#### Task details:
Print the records again, character for character.

*** Opening of Data for the task ***

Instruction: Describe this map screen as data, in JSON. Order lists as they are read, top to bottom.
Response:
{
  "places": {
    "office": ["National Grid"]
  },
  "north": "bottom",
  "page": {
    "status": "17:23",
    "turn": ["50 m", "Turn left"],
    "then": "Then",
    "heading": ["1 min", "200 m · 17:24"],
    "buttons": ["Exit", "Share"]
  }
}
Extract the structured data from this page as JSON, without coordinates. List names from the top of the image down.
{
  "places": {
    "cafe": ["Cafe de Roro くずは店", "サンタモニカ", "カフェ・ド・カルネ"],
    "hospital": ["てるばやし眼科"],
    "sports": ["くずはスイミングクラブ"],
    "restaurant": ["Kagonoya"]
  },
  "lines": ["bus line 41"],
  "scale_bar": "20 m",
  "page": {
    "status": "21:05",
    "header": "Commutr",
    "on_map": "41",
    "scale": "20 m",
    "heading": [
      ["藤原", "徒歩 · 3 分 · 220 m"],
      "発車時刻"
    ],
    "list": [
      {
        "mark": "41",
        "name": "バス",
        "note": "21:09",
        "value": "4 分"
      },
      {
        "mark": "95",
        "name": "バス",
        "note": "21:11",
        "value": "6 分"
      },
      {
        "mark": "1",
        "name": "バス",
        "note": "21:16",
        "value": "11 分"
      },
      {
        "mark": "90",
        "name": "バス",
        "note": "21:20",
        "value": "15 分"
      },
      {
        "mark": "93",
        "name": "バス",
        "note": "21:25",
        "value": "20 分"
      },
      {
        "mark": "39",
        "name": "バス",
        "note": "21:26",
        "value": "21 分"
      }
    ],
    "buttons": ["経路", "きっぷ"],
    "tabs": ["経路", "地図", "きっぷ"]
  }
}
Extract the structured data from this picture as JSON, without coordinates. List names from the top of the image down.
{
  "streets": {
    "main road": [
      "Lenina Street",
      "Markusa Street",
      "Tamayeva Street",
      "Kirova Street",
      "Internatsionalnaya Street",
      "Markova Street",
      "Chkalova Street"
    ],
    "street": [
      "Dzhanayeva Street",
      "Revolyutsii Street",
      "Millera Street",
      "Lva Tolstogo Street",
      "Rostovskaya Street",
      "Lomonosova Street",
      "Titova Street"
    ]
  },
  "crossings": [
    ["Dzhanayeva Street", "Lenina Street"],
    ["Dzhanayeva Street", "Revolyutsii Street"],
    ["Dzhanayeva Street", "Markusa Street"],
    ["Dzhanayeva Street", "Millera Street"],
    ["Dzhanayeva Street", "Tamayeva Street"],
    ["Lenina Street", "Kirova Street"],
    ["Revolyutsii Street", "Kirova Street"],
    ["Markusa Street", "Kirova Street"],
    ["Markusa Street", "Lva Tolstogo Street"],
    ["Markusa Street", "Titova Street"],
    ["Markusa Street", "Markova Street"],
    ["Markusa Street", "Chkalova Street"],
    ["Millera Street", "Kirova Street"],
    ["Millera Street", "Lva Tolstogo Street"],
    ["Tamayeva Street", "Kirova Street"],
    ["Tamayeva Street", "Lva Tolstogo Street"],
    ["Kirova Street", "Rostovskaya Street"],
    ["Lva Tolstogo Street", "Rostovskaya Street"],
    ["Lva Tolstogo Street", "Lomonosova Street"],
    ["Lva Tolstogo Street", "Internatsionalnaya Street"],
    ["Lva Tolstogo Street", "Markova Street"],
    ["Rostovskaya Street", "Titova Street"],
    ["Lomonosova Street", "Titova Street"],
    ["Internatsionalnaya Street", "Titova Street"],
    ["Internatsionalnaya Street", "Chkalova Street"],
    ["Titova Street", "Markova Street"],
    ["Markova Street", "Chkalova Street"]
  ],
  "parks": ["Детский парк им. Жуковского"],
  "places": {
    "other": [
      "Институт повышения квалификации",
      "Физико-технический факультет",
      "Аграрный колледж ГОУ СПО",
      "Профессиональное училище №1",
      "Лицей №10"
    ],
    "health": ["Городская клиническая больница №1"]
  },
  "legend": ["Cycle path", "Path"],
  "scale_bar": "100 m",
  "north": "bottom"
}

*** Close of Data for the task ***

#### Solution to the exercise:
Instruction: Describe this map screen as data, in JSON. Order lists as they are read, top to bottom.
Response:
{
  "places": {
    "office": ["National Grid"]
  },
  "north": "bottom",
  "page": {
    "status": "17:23",
    "turn": ["50 m", "Turn left"],
    "then": "Then",
    "heading": ["1 min", "200 m · 17:24"],
    "buttons": ["Exit", "Share"]
  }
}
Extract the structured data from this page as JSON, without coordinates. List names from the top of the image down.
{
  "places": {
    "cafe": ["Cafe de Roro くずは店", "サンタモニカ", "カフェ・ド・カルネ"],
    "hospital": ["てるばやし眼科"],
    "sports": ["くずはスイミングクラブ"],
    "restaurant": ["Kagonoya"]
  },
  "lines": ["bus line 41"],
  "scale_bar": "20 m",
  "page": {
    "status": "21:05",
    "header": "Commutr",
    "on_map": "41",
    "scale": "20 m",
    "heading": [
      ["藤原", "徒歩 · 3 分 · 220 m"],
      "発車時刻"
    ],
    "list": [
      {
        "mark": "41",
        "name": "バス",
        "note": "21:09",
        "value": "4 分"
      },
      {
        "mark": "95",
        "name": "バス",
        "note": "21:11",
        "value": "6 分"
      },
      {
        "mark": "1",
        "name": "バス",
        "note": "21:16",
        "value": "11 分"
      },
      {
        "mark": "90",
        "name": "バス",
        "note": "21:20",
        "value": "15 分"
      },
      {
        "mark": "93",
        "name": "バス",
        "note": "21:25",
        "value": "20 分"
      },
      {
        "mark": "39",
        "name": "バス",
        "note": "21:26",
        "value": "21 分"
      }
    ],
    "buttons": ["経路", "きっぷ"],
    "tabs": ["経路", "地図", "きっぷ"]
  }
}
Extract the structured data from this picture as JSON, without coordinates. List names from the top of the image down.
{
  "streets": {
    "main road": [
      "Lenina Street",
      "Markusa Street",
      "Tamayeva Street",
      "Kirova Street",
      "Internatsionalnaya Street",
      "Markova Street",
      "Chkalova Street"
    ],
    "street": [
      "Dzhanayeva Street",
      "Revolyutsii Street",
      "Millera Street",
      "Lva Tolstogo Street",
      "Rostovskaya Street",
      "Lomonosova Street",
      "Titova Street"
    ]
  },
  "crossings": [
    ["Dzhanayeva Street", "Lenina Street"],
    ["Dzhanayeva Street", "Revolyutsii Street"],
    ["Dzhanayeva Street", "Markusa Street"],
    ["Dzhanayeva Street", "Millera Street"],
    ["Dzhanayeva Street", "Tamayeva Street"],
    ["Lenina Street", "Kirova Street"],
    ["Revolyutsii Street", "Kirova Street"],
    ["Markusa Street", "Kirova Street"],
    ["Markusa Street", "Lva Tolstogo Street"],
    ["Markusa Street", "Titova Street"],
    ["Markusa Street", "Markova Street"],
    ["Markusa Street", "Chkalova Street"],
    ["Millera Street", "Kirova Street"],
    ["Millera Street", "Lva Tolstogo Street"],
    ["Tamayeva Street", "Kirova Street"],
    ["Tamayeva Street", "Lva Tolstogo Street"],
    ["Kirova Street", "Rostovskaya Street"],
    ["Lva Tolstogo Street", "Rostovskaya Street"],
    ["Lva Tolstogo Street", "Lomonosova Street"],
    ["Lva Tolstogo Street", "Internatsionalnaya Street"],
    ["Lva Tolstogo Street", "Markova Street"],
    ["Rostovskaya Street", "Titova Street"],
    ["Lomonosova Street", "Titova Street"],
    ["Internatsionalnaya Street", "Titova Street"],
    ["Internatsionalnaya Street", "Chkalova Street"],
    ["Titova Street", "Markova Street"],
    ["Markova Street", "Chkalova Street"]
  ],
  "parks": ["Детский парк им. Жуковского"],
  "places": {
    "other": [
      "Институт повышения квалификации",
      "Физико-технический факультет",
      "Аграрный колледж ГОУ СПО",
      "Профессиональное училище №1",
      "Лицей №10"
    ],
    "health": ["Городская клиническая больница №1"]
  },
  "legend": ["Cycle path", "Path"],
  "scale_bar": "100 m",
  "north": "bottom"
}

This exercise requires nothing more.